DOI: 10.7717/peerj.2748/supp-2

In silico expression analysis of the selected stress response genes from B. braunii using transcriptome data

DAD1, defender against death; MBF1A, multiprotein-bridging factor; CLPP2, nuclear-encoded CLP protease P7; ARM, ARM repeat superfamily protein; FER2, ferritin 2; PRB1, basic pathogenesis-related protein 1; WD40, transducing/WD40 repeat-like super family protein, and APX6, ascorbate peroxidase 6.

DOI: 10.7717/peerj.2748/supp-3

Complementation of the yeast ost2 knockout strain with the B. braunii DAD1 cDNA

Serial dilutions (10−1–10−6) of yeast cells were plated in SD - URA medium containing 1 mg mL−1 tunicamycin and incubated at 28°C for 48 h (A). Viability of wild type and Δost2 (OST2 × Δ ost2::KanMX) was calculated after counting colonies in the presence or absence of tunicamycin (B). Mean ± SE, n = 3.

DOI: 10.7717/peerj.2748/supp-4

Relative transcript abundance of B. braunii DAD1 gene during stress treatments

qRT-PCR experiments were carried out and data were analyzed by the 2−ΔΔCT method. Gene expression data for all samples were normalized to β -tubulin gene expression and start time of each treatment. The dashed lines indicate the lower and upper threshold for relative regulation. Significance, indicated by ∗∗∗∗p < 0.0001, ∗∗∗p < 0.001, ∗∗p < 0.01 and p < 0.05 is relative to the control and was calculated by 2way ANOVA Multiple comparisons (α < 0.05) n = 2.

DOI: 10.7717/peerj.2748/supp-5

Defense and stress genes of Arabidopsis thaliana

Show the defense and stress genes from A. thaliana which were identified and used for BLAST against the C. reinhardtii v 5.3 genome.

DOI: 10.7717/peerj.2748/supp-6

Colony after a 120 min at 3 mM salicylic acid treatment

B. braunii colonies after 120 min or treated with higher concentrations of inducers were damaged. The colonies were disintegrating and unspecific fluorescence was present most probably due to carotenoids produced by damaged cells ((Davis et al., 2014) Algal Research 5: 181–189; (Morosinotto & Bassi , 2014) Advances in Photosynthesis and Respiration, pp. 315–331).

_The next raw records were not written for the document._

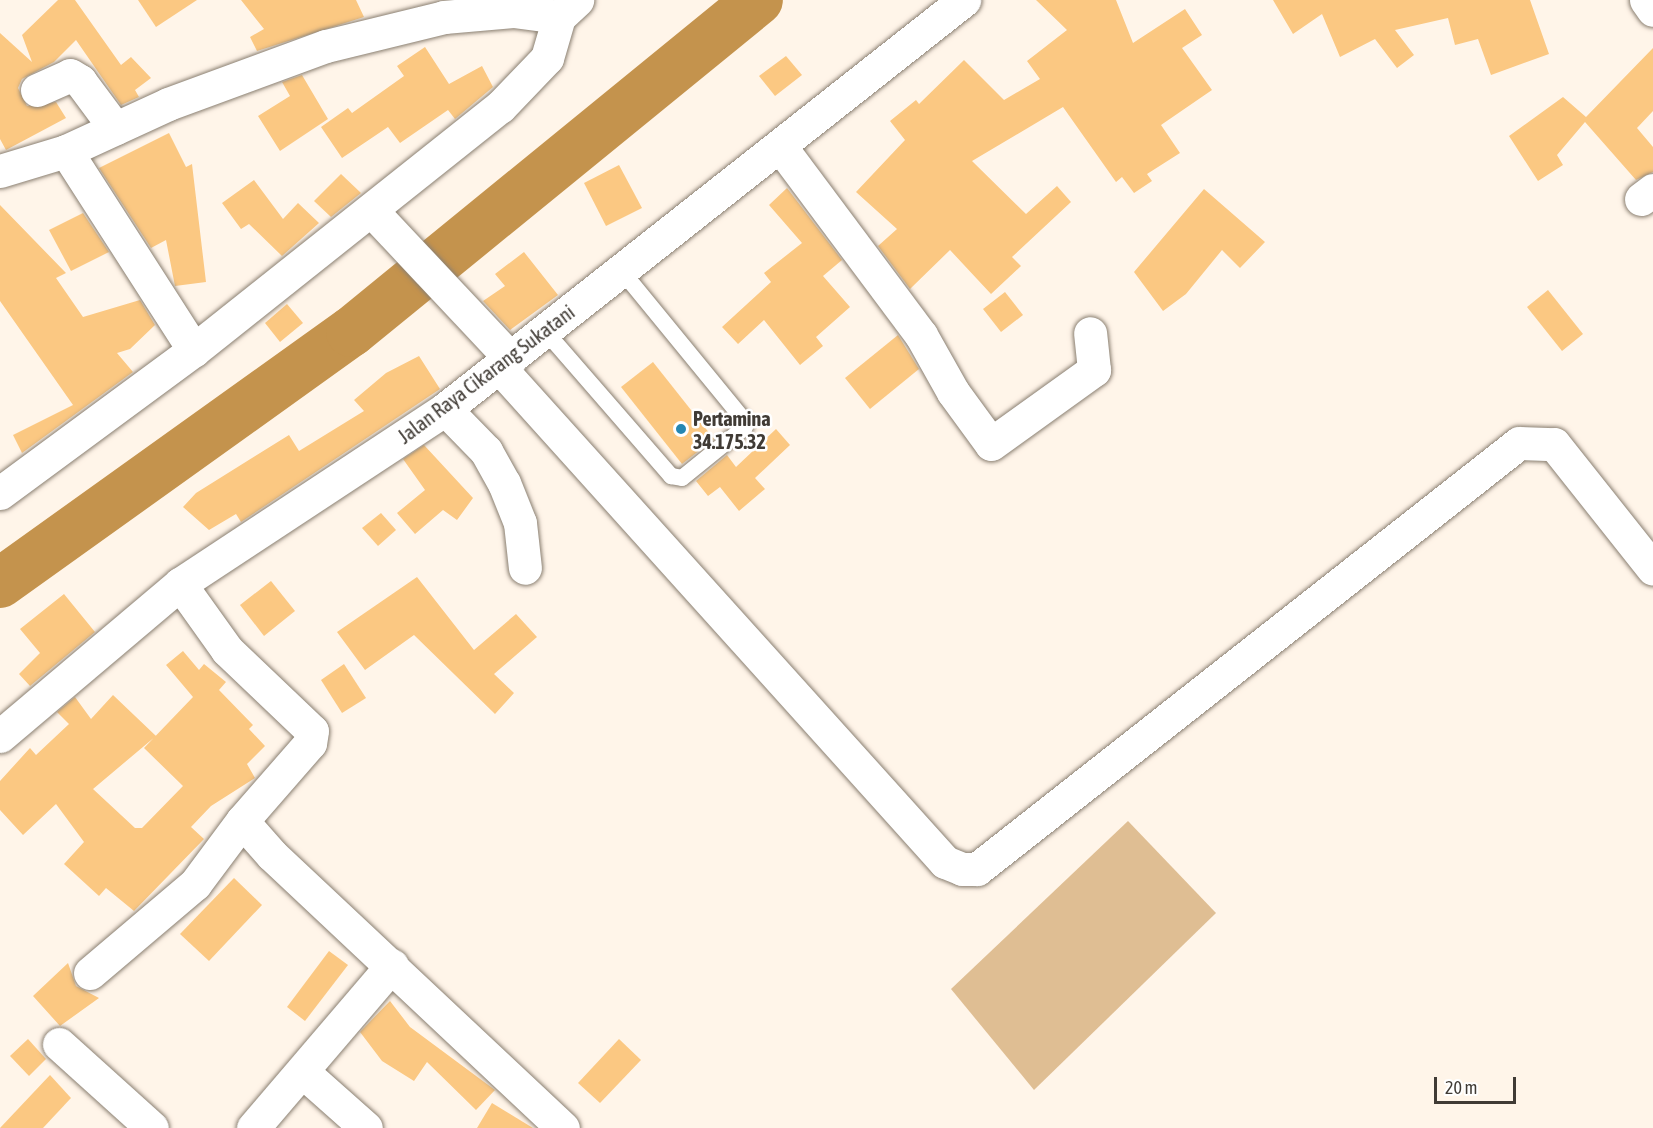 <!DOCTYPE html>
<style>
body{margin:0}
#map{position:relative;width:1653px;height:1128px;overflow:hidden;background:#fff5e9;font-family:"Asap Condensed",sans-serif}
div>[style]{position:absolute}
.green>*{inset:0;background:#dfbe93}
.river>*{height:50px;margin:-25px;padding:0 25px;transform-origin:25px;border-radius:25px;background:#c4934d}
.building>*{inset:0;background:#fbc882}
.roads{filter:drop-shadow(0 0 2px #8a7f71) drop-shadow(0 0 2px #8a7f71)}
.service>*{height:16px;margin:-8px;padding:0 8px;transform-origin:8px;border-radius:8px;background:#fff}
.minor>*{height:33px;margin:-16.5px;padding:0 16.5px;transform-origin:16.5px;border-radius:16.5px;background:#fff}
.secondary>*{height:33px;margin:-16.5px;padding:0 16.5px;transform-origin:16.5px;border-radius:16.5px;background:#fff}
.dots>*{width:16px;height:16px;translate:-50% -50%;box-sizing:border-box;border:3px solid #fff;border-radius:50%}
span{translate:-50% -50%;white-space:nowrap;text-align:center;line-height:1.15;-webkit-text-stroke:5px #fff;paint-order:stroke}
.street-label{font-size:20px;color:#403b35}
.poi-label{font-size:20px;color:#403b35;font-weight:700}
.left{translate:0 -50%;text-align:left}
.scale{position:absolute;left:1434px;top:1077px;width:82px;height:27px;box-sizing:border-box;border:3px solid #403b35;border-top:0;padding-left:8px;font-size:18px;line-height:21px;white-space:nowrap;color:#403b35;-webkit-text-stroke:4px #fff;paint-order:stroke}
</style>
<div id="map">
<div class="green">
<i style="clip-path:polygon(1128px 821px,1216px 913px,1034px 1090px,951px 989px)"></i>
</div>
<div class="river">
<i style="left:0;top:583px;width:432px;rotate:-35.6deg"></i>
<i style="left:351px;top:332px;width:525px;rotate:-39.2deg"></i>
</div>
<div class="building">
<i style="clip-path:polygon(58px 0,75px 0,121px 65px,131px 57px,151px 78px,135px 90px,139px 97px,121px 105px,76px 40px,54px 62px,22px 79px,18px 88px,27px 106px,56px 102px,66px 118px,6px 150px,0 139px,0 33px,32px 62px,22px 35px)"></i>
<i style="clip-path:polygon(138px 0,197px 0,156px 27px)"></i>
<i style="clip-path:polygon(241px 0,356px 0,364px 17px,257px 51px,250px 37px,264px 29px)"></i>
<i style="clip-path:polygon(1036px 0,1116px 0,1133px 43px,1185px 9px,1202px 35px,1182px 48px,1212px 90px,1161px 125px,1180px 153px,1147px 174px,1152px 181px,1134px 193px,1122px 177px,1116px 182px,1063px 107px,972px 161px,1026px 214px,1057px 186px,1071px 202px,1012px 257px,1021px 266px,991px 294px,950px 250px,910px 289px,878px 246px,897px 229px,856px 192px,905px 140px,890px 121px,916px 100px,919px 104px,964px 60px,1004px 100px,1040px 79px,1027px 61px,1067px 30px)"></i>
<i style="clip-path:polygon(1273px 0,1530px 0,1549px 54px,1491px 75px,1478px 39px,1455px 45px,1448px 18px,1395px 30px,1414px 55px,1397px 68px,1375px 39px,1340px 57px,1322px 14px,1293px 34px)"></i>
<i style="clip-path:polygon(425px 47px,449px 84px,482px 66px,493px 87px,455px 119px,448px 110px,400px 143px,388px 127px,342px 158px,321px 127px,348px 108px,352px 113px,404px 76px,397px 66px)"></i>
<i style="clip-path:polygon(1653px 48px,1653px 111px,1637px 128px,1653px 147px,1653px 172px,1636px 180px,1585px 122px,1557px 155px,1563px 165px,1538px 181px,1509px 136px,1563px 97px,1586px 117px)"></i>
<i style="clip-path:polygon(786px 56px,802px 75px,775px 96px,759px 76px)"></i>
<i style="clip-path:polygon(302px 75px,328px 119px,280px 151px,258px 116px,290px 96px,282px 82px)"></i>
<i style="clip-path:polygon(169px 133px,186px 167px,192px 164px,206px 282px,175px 286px,166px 240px,151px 248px,99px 168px)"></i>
<i style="clip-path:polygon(619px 165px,642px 208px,606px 226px,584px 183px)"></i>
<i style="clip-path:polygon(341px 174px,361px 193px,331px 217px,314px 201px)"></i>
<i style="clip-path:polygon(254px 180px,283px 219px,298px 203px,319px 223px,282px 256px,249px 224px,241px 229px,222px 203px)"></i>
<i style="clip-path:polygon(787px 188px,842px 260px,823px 276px,850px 307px,816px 337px,823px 346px,800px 365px,764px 320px,738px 344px,722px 327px,771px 282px,764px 273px,802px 243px,769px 205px)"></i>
<i style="clip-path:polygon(1204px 189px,1265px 242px,1240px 268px,1222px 250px,1186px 294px,1163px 311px,1134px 272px)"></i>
<i style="clip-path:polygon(0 205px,66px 273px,56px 278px,83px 317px,140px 300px,155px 325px,130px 349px,117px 353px,133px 372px,22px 453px,13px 435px,73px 405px,0 301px)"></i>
<i style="clip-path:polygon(83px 213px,109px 252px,71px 271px,49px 230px)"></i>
<i style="clip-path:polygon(524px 252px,558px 295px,510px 330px,483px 301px,505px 286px,495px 274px)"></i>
<i style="clip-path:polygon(1548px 290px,1583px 334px,1562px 351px,1527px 307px)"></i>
<i style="clip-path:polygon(1005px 292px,1023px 315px,1001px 332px,983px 309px)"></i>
<i style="clip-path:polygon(287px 304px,303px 323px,280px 342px,265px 323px)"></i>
<i style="clip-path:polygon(898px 335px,919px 369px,870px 409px,845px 378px)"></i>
<i style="clip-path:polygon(419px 356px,440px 389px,241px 522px,236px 514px,209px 530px,183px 507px,196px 493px,289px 435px,299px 451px,364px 411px,354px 400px,386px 373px)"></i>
<i style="clip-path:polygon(653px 362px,714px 439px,682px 464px,621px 387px)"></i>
<i style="clip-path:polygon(776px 429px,790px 445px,755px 478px,765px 489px,739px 511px,720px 487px,708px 496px,696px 481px,727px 455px,736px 467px)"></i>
<i style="clip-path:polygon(424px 445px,473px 498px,457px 520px,443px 510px,415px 534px,397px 513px,425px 490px,403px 459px)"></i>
<i style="clip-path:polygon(381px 513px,396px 530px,378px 546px,362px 528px)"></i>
<i style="clip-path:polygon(417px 577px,474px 650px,516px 614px,537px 637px,494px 674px,514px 693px,495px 714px,414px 635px,365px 670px,337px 632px)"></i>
<i style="clip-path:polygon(271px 581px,295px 611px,264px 636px,240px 605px)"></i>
<i style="clip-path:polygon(64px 594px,95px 632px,30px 686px,19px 674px,40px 653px,20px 629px)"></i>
<i style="clip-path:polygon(183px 651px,199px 670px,204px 664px,226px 682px,219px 690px,253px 725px,249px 729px,265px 746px,247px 764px,255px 778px,211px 806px,191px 827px,204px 839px,134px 911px,106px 888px,99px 896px,64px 864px,84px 842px,56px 804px,23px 835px,0 810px,0 781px,30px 748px,36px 755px,69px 724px,57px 712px,75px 697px,91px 719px,113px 695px,156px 736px,93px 789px,135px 828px,142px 828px,183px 786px,144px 748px,193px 697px,166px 665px)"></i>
<i style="clip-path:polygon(344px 664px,366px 698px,342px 713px,321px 680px)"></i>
<i style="clip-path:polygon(234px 878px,262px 905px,209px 961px,180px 934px)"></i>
<i style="clip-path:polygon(329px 951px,348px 965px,305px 1021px,287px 1007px)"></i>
<i style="clip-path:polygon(68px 963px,76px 986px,99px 998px,60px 1026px,33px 996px)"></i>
<i style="clip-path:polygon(390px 1001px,410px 1027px,495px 1090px,476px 1110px,427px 1062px,414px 1081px,382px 1061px,360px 1032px)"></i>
<i style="clip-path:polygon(28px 1039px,46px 1059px,29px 1076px,10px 1056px)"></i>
<i style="clip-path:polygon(619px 1039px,641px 1060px,600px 1103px,578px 1083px)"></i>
<i style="clip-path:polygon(50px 1075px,71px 1098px,43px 1128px,0 1128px)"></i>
<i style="clip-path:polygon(492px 1103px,533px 1128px,477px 1128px)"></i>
</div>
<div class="roads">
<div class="service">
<i style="left:546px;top:332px;width:191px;rotate:49deg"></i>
<i style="left:671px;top:476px;width:11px;rotate:10deg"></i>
<i style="left:682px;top:478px;width:81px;rotate:-39deg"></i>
<i style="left:745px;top:427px;width:8px;rotate:-104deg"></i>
<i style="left:743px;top:419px;width:191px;rotate:-129.3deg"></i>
</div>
<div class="minor">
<i style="left:1646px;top:0;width:12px;rotate:55deg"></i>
<i style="left:37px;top:90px;width:36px;rotate:-24deg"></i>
<i style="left:70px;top:75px;width:12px;rotate:31deg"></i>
<i style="left:80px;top:81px;width:59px;rotate:53.3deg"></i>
<i style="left:780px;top:146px;width:236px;rotate:53.3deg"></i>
<i style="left:921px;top:335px;width:65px;rotate:60.7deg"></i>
<i style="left:953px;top:392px;width:64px;rotate:53.8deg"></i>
<i style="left:991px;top:444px;width:127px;rotate:-35.7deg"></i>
<i style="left:1094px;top:370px;width:37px;rotate:-96deg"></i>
<i style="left:66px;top:151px;width:237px;rotate:57.3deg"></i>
<i style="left:0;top:171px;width:69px;rotate:-16.9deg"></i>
<i style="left:66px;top:151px;width:112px;rotate:-24.7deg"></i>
<i style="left:168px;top:104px;width:168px;rotate:-20.2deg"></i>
<i style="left:326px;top:46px;width:122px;rotate:-13.8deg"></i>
<i style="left:444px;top:17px;width:69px;rotate:-5deg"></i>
<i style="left:513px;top:11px;width:46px;rotate:7.4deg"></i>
<i style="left:559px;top:17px;width:25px;rotate:-43deg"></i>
<i style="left:1641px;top:199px;width:15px;rotate:-37deg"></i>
<i style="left:371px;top:210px;width:204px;rotate:46.8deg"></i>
<i style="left:500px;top:368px;width:665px;rotate:47.99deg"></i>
<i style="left:945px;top:862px;width:18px;rotate:22deg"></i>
<i style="left:962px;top:869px;width:15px"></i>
<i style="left:977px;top:869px;width:689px;rotate:-38.17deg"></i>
<i style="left:1519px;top:443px;width:35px;rotate:2deg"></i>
<i style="left:1554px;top:444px;width:159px;rotate:51.6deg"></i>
<i style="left:445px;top:409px;width:59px;rotate:45.7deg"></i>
<i style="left:486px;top:451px;width:37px;rotate:61deg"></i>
<i style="left:504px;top:483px;width:43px;rotate:68.2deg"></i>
<i style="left:520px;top:523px;width:45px;rotate:83.7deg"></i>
<i style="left:0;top:493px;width:241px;rotate:-36.4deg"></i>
<i style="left:194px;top:350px;width:391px;rotate:-38.5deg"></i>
<i style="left:500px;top:107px;width:68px;rotate:-46.2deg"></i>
<i style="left:547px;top:58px;width:43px;rotate:-73.7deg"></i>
<i style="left:180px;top:584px;width:81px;rotate:54.5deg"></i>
<i style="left:227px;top:650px;width:117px;rotate:43.6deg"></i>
<i style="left:312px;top:731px;width:12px;rotate:99deg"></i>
<i style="left:310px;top:743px;width:103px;rotate:131.1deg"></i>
<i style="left:242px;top:821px;width:45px;rotate:48.6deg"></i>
<i style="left:272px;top:855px;width:399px;rotate:43.2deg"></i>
<i style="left:90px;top:973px;width:138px;rotate:-40.3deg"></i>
<i style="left:195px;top:884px;width:79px;rotate:-53.3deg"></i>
<i style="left:59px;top:1044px;width:125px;rotate:42.1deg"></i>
<i style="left:303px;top:1072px;width:84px;rotate:41.6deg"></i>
<i style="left:253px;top:1128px;width:214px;rotate:-49.5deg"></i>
</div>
<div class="secondary">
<i style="left:0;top:736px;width:236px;rotate:-40.2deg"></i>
<i style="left:180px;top:584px;width:318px;rotate:-33.4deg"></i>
<i style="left:445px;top:409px;width:661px;rotate:-38.24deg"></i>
</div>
</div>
<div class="dots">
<i style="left:681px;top:429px;background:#2587b2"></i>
</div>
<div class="street-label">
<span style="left:486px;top:374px;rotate:-37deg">Jalan Raya Cikarang Sukatani</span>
</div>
<div class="poi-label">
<span class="left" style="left:693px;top:430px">Pertamina<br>34.175.32</span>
</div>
<div class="scale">20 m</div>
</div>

DOI: 10.7717/peerj.2748/supp-7

Statistical analysis of the B. braunii transcriptome

Analysis of the data on the assembly such as number of contigs, N50, and total number of sequence reads at each data point is also provided.

DOI: 10.7717/peerj.2748/supp-8

Transcriptome analysis done using the BUSCO program ( http://busco.ezlab.org/)

This program looks for a set of core universally conserved genes and analyzes if there are complete coding sequences for these genes. Our data set is compared to several other algae and Arabidopsis. Although results are not the best, we consider they are suitable to validate the results.